The ruling majority portrays the 19th as a “normal” day, noting the constitutional court ruled that the president will remain in office until his replacement is elected. While the court’s independence is heavily contested, this interpretation is an important underpinning of the AU-backed the October 18 agreement which put the new election dates in April 2018, leaving President Kabila with full powers.

What is your prognosis for violence and political instability over the coming year?

Even if the regime contains unrest in December, tension will remain high. The economic crisis will put more pressure on families. Increased numbers of people will question state institutions’ legitimacy, so we can expect to see pockets of violence around the country gain ground. In North Kivu in the east, where the state is doing little to protect local communities, Mai Mai community defence militia are taking actions against predatory armed groups. While dispersed violence, however, is far from civil war, the regime could hunker down and survive, the more dangerous the outlook gets.

What drives President Kabila and the people around him to remain in power?

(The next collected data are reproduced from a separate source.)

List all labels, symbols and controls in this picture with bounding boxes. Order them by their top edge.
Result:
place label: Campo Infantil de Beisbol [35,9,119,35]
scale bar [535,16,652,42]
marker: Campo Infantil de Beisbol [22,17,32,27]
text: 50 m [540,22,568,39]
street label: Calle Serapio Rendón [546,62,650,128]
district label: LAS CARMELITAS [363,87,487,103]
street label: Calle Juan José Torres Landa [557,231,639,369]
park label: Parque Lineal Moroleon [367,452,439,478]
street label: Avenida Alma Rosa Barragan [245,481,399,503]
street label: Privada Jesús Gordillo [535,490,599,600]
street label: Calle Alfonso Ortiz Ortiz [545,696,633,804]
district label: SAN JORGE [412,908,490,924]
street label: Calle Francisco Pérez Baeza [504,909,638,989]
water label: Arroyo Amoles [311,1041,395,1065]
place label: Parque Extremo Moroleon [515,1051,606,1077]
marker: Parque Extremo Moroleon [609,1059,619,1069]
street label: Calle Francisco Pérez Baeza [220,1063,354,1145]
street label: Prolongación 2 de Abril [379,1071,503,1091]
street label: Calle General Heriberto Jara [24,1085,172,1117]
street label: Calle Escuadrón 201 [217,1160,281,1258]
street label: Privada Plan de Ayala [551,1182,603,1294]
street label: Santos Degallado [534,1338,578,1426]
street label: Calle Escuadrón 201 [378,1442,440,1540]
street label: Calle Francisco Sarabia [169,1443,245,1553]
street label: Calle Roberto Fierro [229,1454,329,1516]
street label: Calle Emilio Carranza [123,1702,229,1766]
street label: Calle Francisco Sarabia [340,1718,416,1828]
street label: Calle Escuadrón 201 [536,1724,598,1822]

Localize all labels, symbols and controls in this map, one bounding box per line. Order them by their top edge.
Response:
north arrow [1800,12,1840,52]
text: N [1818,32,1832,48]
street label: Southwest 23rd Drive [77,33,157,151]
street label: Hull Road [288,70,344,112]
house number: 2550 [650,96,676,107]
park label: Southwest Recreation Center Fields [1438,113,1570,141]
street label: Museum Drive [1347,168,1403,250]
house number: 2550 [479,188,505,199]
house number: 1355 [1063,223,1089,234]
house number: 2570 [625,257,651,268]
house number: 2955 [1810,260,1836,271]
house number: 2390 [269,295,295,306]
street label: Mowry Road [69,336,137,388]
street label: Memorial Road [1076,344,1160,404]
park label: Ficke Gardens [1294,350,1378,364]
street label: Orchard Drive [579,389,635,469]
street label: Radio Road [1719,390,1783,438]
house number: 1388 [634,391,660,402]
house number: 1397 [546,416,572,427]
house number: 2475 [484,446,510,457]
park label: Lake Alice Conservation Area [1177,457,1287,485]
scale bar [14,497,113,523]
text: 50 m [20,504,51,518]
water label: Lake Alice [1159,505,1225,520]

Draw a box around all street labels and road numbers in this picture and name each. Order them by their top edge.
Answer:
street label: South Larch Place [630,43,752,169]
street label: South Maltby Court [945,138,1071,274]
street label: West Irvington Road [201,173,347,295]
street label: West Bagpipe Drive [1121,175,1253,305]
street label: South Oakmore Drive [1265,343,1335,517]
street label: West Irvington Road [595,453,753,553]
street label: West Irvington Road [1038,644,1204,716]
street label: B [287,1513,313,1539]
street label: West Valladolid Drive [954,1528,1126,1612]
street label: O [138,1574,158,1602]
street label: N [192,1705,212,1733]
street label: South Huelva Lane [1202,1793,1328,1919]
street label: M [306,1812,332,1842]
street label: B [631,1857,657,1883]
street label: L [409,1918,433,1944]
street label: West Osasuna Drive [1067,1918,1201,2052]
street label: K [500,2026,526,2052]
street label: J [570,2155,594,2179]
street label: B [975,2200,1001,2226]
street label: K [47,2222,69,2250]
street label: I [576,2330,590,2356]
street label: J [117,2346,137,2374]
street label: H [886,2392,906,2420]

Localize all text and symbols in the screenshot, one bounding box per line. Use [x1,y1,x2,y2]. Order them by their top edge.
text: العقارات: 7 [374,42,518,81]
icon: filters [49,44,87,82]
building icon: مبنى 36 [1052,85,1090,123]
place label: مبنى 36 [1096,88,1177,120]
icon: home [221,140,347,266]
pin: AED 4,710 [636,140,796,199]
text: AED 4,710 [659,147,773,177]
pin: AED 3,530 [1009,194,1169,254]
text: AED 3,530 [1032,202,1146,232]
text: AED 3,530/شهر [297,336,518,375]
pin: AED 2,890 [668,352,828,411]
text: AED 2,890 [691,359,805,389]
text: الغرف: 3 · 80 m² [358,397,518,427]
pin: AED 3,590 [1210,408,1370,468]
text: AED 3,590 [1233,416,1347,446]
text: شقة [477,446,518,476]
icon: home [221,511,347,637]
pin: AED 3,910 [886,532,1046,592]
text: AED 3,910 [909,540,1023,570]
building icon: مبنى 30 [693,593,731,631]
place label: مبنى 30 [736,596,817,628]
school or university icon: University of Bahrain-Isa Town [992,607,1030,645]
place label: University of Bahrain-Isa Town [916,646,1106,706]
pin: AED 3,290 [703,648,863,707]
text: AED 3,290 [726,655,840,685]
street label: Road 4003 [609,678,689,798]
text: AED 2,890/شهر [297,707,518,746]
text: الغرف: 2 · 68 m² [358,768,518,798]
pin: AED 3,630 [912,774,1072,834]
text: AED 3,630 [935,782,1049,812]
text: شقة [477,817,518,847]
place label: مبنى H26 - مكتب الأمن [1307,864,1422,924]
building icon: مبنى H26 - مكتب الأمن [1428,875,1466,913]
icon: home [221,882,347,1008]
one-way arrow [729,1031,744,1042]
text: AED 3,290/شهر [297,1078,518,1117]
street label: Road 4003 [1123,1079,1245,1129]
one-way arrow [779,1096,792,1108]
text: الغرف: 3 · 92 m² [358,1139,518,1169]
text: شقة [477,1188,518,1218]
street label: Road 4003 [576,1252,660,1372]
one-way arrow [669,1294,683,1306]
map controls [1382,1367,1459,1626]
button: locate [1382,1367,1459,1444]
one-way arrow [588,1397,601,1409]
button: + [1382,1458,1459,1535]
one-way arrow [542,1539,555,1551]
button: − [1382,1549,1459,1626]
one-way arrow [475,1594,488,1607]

Congo has never known a peaceful democratic handover of power. Winner-takes-all politics, lack of transparency, violence, corruption and instability all mean a change at the top can have enormous consequences. So the status quo is preferable for the regime, unless change can be managed from within.

Kabila has no popular or regional political base, although he was once respected for having helped end the civil war. His entourage fears he would have little chance of winning an election. And losing, in their eyes, means likely prosecution for corruption and human rights violations. The loser of the 2006 elections, Jean-Pierre Bemba, was prosecuted by the International Criminal Court.

What is the role of the opposition in the current crisis?

The main opposition is calling for Kabila to leave well before April 2018. But it has struggled to maintain unity. The current umbrella group, the Rassemblement, formed in June 2016, is led by UDPS leader Etienne Tshisekedi and includes the former governor of Katanga, Moise Katumbi. It refused to participate in the AU mediated National Dialogue launched in September 2016. But other opposition figures, including Samy Badibanga (a dissident from the UDPS) did take part. Badibanga was appointed prime minister in November, a move probably calculated to further divide the opposition by tempting some into government. A limited mobilisation on December 19 risks weakening the opposition’s credibility.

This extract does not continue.